*ENTRIES SHOWN*.
┄┄┄┄┄┄┄┄┄┄┄┄┄┄┄┄┄┄┄┄
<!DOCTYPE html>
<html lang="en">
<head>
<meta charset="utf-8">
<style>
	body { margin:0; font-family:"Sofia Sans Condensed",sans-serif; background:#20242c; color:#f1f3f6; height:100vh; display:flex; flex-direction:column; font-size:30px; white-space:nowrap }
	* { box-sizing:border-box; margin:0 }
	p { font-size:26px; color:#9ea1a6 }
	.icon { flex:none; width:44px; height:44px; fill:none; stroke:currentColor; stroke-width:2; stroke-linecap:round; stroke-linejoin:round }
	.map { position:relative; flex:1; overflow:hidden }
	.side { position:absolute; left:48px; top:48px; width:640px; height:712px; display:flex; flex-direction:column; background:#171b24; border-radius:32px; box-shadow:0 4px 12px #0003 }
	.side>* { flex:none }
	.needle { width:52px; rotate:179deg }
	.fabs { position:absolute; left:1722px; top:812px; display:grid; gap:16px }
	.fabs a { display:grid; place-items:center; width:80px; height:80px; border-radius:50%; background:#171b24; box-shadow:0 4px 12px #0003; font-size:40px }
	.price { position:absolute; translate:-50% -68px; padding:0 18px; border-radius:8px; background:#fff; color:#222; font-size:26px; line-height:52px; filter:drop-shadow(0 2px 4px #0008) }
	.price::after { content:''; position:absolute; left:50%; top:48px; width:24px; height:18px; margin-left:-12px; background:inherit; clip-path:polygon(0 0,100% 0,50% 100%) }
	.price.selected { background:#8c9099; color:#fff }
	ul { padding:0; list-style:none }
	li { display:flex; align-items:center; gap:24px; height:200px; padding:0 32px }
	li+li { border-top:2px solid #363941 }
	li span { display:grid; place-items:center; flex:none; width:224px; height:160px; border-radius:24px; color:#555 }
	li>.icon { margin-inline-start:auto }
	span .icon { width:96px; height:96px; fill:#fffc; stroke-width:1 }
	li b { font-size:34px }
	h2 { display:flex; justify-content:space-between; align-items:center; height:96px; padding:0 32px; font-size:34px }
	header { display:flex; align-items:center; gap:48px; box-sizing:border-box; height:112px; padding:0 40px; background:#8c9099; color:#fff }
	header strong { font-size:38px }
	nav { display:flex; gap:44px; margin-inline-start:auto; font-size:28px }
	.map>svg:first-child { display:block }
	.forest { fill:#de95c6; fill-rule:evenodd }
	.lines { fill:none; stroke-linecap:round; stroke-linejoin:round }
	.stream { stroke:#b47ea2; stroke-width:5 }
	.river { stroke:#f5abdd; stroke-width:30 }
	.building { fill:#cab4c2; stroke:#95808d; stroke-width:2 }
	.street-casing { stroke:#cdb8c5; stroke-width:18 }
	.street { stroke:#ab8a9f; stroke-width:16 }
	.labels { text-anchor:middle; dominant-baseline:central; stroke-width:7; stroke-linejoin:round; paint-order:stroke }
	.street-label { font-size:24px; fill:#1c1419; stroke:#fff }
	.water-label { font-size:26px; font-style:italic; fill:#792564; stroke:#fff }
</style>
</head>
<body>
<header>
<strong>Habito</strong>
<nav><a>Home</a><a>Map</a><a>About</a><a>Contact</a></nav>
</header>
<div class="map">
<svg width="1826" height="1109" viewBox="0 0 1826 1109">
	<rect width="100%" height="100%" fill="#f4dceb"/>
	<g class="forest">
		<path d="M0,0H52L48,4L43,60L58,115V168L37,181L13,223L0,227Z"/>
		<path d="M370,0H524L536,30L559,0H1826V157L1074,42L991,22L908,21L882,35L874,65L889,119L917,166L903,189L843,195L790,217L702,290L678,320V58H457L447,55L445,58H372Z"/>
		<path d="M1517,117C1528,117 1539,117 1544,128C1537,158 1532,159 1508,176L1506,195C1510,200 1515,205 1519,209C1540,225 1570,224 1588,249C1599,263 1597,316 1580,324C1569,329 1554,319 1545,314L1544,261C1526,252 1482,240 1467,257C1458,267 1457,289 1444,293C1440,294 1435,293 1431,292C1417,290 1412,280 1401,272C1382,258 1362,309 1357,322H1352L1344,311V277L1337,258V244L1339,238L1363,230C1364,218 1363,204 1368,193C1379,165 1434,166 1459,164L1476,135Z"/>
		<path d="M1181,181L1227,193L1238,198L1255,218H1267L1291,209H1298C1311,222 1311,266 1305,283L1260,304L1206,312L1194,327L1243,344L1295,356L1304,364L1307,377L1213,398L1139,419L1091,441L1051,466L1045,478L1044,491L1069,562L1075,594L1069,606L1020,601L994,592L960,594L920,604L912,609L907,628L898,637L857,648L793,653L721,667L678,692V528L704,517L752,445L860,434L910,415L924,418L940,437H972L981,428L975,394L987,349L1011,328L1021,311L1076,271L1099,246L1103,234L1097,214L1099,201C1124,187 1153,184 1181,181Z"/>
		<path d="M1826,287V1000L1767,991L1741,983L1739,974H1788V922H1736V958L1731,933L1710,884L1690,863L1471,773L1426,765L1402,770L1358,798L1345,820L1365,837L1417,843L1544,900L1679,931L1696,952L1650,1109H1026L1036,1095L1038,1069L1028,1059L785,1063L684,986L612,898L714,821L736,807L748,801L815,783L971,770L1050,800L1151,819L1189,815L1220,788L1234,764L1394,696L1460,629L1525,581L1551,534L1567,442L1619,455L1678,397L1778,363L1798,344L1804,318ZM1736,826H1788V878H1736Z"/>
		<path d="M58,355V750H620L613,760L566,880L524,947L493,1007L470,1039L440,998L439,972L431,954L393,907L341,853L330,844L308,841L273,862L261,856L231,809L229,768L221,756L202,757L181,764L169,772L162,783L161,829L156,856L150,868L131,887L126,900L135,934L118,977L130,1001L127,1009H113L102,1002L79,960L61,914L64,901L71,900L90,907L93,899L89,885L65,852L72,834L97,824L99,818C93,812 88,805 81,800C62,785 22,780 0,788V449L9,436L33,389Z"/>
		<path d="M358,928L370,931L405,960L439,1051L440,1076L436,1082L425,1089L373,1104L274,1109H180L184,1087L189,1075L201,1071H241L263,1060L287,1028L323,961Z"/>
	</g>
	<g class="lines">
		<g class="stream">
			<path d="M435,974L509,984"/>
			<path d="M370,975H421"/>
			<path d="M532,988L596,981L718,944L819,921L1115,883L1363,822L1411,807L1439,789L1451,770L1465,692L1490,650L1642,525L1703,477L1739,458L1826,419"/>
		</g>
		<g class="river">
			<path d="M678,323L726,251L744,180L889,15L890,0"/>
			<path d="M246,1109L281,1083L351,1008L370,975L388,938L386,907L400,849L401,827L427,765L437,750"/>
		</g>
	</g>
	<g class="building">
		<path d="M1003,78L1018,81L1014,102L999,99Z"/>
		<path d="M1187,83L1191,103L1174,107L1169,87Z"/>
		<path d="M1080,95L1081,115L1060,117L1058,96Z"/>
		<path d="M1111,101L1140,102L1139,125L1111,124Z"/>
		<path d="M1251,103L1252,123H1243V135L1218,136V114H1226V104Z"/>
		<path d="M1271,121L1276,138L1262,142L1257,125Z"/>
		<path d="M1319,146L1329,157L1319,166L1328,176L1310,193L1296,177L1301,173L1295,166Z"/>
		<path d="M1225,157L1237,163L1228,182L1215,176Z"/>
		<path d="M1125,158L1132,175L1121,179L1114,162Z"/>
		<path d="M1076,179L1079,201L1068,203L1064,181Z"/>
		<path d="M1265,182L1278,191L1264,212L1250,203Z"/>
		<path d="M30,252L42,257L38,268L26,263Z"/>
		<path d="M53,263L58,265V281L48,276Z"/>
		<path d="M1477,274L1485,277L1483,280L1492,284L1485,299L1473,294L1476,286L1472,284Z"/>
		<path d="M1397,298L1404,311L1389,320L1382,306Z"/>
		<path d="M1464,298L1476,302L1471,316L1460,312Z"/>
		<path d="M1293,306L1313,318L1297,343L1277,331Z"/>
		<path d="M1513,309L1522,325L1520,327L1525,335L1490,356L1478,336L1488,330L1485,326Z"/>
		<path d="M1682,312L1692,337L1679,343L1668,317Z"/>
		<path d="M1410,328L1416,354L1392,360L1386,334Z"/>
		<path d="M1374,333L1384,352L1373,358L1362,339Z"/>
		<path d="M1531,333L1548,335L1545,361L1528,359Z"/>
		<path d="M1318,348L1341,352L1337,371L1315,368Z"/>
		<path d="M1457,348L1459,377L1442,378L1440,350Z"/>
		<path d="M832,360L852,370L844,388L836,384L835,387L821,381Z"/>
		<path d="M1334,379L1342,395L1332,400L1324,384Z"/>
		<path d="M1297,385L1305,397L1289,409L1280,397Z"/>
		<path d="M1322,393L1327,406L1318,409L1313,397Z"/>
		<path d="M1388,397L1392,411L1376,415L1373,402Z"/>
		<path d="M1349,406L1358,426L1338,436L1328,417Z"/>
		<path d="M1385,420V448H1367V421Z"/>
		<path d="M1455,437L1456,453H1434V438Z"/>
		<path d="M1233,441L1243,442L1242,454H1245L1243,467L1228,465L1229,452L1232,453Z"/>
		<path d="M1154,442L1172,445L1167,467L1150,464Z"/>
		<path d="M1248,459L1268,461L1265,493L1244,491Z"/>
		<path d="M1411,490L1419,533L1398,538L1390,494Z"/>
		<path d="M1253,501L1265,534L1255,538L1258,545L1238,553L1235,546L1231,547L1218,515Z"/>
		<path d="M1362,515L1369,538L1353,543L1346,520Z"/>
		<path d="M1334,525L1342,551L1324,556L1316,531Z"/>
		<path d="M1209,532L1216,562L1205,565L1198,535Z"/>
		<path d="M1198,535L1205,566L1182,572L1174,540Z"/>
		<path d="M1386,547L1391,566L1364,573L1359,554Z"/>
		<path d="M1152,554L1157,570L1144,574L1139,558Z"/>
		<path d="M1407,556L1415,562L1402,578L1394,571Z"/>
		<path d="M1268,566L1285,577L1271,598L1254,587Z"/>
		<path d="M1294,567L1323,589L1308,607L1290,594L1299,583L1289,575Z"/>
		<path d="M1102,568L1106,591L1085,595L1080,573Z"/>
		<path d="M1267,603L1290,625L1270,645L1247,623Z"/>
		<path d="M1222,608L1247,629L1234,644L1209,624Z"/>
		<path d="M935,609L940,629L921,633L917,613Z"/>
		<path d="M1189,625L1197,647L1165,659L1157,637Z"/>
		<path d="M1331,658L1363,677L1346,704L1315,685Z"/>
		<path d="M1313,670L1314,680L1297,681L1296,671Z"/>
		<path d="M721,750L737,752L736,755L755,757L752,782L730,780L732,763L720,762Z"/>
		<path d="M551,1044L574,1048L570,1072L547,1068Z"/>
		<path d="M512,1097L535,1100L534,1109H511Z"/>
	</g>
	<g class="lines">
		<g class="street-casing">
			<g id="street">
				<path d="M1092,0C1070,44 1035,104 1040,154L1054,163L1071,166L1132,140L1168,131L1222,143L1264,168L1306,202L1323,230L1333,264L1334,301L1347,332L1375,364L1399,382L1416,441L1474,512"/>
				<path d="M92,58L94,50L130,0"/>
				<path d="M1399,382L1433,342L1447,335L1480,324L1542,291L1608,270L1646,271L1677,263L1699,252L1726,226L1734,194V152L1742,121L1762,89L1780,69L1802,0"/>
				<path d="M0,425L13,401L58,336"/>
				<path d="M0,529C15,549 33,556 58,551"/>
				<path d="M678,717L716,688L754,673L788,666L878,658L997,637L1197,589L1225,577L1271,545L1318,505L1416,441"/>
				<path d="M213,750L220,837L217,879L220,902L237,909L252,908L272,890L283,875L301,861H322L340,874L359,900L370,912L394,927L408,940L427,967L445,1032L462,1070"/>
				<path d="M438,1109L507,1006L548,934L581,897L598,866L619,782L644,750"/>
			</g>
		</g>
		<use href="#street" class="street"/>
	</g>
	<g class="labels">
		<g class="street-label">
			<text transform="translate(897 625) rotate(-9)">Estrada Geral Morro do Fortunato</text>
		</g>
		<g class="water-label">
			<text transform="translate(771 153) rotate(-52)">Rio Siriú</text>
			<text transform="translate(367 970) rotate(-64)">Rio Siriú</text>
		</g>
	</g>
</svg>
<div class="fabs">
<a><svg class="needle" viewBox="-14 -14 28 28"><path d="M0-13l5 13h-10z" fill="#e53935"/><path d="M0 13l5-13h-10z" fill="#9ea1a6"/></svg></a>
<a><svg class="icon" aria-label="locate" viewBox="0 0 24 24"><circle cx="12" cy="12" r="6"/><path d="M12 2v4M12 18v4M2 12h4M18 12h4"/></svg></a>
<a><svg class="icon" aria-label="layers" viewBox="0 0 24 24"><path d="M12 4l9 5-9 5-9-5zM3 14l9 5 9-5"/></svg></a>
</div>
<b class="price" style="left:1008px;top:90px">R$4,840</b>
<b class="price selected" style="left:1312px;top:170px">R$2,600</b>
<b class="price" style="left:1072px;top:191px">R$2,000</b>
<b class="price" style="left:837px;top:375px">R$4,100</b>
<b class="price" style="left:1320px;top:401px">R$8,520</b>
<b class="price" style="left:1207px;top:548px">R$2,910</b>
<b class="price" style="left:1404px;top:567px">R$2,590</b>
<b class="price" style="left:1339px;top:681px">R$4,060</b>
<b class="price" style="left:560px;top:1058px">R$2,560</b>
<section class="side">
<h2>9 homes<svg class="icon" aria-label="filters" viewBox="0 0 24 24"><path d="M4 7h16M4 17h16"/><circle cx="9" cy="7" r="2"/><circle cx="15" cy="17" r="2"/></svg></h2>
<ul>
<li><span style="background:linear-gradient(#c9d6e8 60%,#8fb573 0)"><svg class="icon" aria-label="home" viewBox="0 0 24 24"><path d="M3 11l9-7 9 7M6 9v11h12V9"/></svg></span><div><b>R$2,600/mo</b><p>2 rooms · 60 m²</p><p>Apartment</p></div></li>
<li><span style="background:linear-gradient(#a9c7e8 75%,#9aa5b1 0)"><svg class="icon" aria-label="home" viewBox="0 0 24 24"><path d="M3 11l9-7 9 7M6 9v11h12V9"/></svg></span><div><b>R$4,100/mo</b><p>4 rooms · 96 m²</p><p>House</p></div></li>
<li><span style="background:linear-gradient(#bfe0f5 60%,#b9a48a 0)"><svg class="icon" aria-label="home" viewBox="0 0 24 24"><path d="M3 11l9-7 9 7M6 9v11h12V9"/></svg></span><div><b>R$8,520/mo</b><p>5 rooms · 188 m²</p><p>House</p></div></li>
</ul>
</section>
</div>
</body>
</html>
┄┄┄┄┄┄┄┄┄┄┄┄┄┄┄┄┄┄┄┄
Wherever the string "grid" appears in the records above, copy the line it sits in.

	.fabs { position:absolute; left:1722px; top:812px; display:grid; gap:16px }
	.fabs a { display:grid; place-items:center; width:80px; height:80px; border-radius:50%; background:#171b24; box-shadow:0 4px 12px #0003; font-size:40px }
	li span { display:grid; place-items:center; flex:none; width:224px; height:160px; border-radius:24px; color:#555 }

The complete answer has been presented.